I can't give you the exact biological reason for it, but I have seen it alot even in my own cats, where in the very beginning they react really hard to those first couple of doses after not having insulin for awhile and then it seems their bodies get use to the extra help and they go higher and stay there until you up the dose. Then again it also could be a bounce off those blues that send him to that 400 and those can take up to 3 days to clear, which is why we hold a dose for so long to allow them to get use to it and show us exactly what numbers they are really going to give us.
Right now there just isn't a lot of data to know which it is, so he is either clearing a bounce, or just has a little bit of what we affectionally refer to as New Dose Wonkiness. Once he has been on insulin for awhile it will become easier and easier to tell which is which, as he should establish a pattern that will let you know. Like if every time you change doses on him he jets up for a few days and then slowly gets lower and lower then you will know it is just NDW, but if you see him drop either really low, or at least lower than he has been in awhile in a cycle then flies up for a few days that is a bounce.
The thing to remember (and this was a tough one for me in the beginning) is that they can bounce off any number. They don't have to go super low to bounce, just lower than they are use to.

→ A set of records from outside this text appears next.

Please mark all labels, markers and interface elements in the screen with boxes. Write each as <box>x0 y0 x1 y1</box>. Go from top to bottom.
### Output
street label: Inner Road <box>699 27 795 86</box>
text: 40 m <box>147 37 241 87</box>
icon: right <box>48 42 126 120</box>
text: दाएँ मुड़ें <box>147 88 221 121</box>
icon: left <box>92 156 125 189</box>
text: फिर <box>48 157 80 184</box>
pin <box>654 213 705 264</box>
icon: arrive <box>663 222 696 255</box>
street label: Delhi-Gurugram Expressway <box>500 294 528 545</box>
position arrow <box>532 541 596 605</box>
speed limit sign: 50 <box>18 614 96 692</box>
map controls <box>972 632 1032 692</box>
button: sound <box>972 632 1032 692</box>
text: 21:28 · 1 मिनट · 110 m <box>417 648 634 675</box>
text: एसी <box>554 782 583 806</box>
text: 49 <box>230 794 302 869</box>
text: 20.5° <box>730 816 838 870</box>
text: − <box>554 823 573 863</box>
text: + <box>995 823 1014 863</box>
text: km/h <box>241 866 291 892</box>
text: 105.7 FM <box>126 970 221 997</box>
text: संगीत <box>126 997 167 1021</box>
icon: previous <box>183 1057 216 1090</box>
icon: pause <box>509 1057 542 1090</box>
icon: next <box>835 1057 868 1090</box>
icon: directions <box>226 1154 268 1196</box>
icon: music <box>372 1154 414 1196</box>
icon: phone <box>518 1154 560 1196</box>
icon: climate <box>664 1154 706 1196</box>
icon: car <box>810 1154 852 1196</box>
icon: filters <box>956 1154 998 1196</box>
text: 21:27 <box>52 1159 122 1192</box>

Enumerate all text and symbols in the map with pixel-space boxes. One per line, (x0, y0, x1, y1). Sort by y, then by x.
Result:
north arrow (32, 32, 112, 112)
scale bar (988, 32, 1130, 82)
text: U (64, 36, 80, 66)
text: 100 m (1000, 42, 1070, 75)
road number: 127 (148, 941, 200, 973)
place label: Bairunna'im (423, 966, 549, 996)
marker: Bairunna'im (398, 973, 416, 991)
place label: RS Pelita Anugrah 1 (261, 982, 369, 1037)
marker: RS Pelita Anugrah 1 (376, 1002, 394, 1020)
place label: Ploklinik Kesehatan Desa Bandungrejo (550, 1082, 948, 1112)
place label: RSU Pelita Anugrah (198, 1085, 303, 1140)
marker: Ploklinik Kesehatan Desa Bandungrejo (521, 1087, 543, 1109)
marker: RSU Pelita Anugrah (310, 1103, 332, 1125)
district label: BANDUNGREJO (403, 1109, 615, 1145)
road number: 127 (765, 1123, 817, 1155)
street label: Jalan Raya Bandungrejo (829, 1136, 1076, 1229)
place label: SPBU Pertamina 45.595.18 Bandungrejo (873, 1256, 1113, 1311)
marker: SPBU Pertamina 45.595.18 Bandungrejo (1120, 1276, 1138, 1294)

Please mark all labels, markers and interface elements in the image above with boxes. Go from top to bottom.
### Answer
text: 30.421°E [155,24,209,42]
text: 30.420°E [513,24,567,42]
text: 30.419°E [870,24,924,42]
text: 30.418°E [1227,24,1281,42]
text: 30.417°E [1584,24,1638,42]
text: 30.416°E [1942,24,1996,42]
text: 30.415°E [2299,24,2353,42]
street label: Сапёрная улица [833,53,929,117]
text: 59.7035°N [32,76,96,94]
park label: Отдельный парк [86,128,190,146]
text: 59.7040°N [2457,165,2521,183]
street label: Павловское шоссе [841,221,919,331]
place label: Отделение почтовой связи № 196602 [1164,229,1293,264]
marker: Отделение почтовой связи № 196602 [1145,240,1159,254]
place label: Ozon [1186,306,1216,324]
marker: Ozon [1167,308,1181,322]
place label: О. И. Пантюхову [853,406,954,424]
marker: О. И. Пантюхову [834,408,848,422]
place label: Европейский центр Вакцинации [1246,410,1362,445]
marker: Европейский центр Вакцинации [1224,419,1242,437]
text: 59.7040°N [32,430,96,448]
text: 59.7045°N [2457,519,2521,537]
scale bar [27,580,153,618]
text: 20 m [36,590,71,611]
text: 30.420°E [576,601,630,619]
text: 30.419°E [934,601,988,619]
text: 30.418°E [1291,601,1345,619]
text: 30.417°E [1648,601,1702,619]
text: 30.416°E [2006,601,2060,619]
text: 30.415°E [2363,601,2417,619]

So if he was say staying all the time in the 300s and suddenly goes all the way down to the low 200s while not dangerously low, it still feels weird to him and his body wants to go back to what it has learned as normal, so it releases stored sugars and counterregulatory hormones which raise him back up. Think of it like when you have been driving on a highway going 75 mph and suddenly have to slow down to 45mph to go through a town, while 45 isn't particularly slow, it still feels like you are crawling along because you have gotten use to what it feels like to be going 75mph.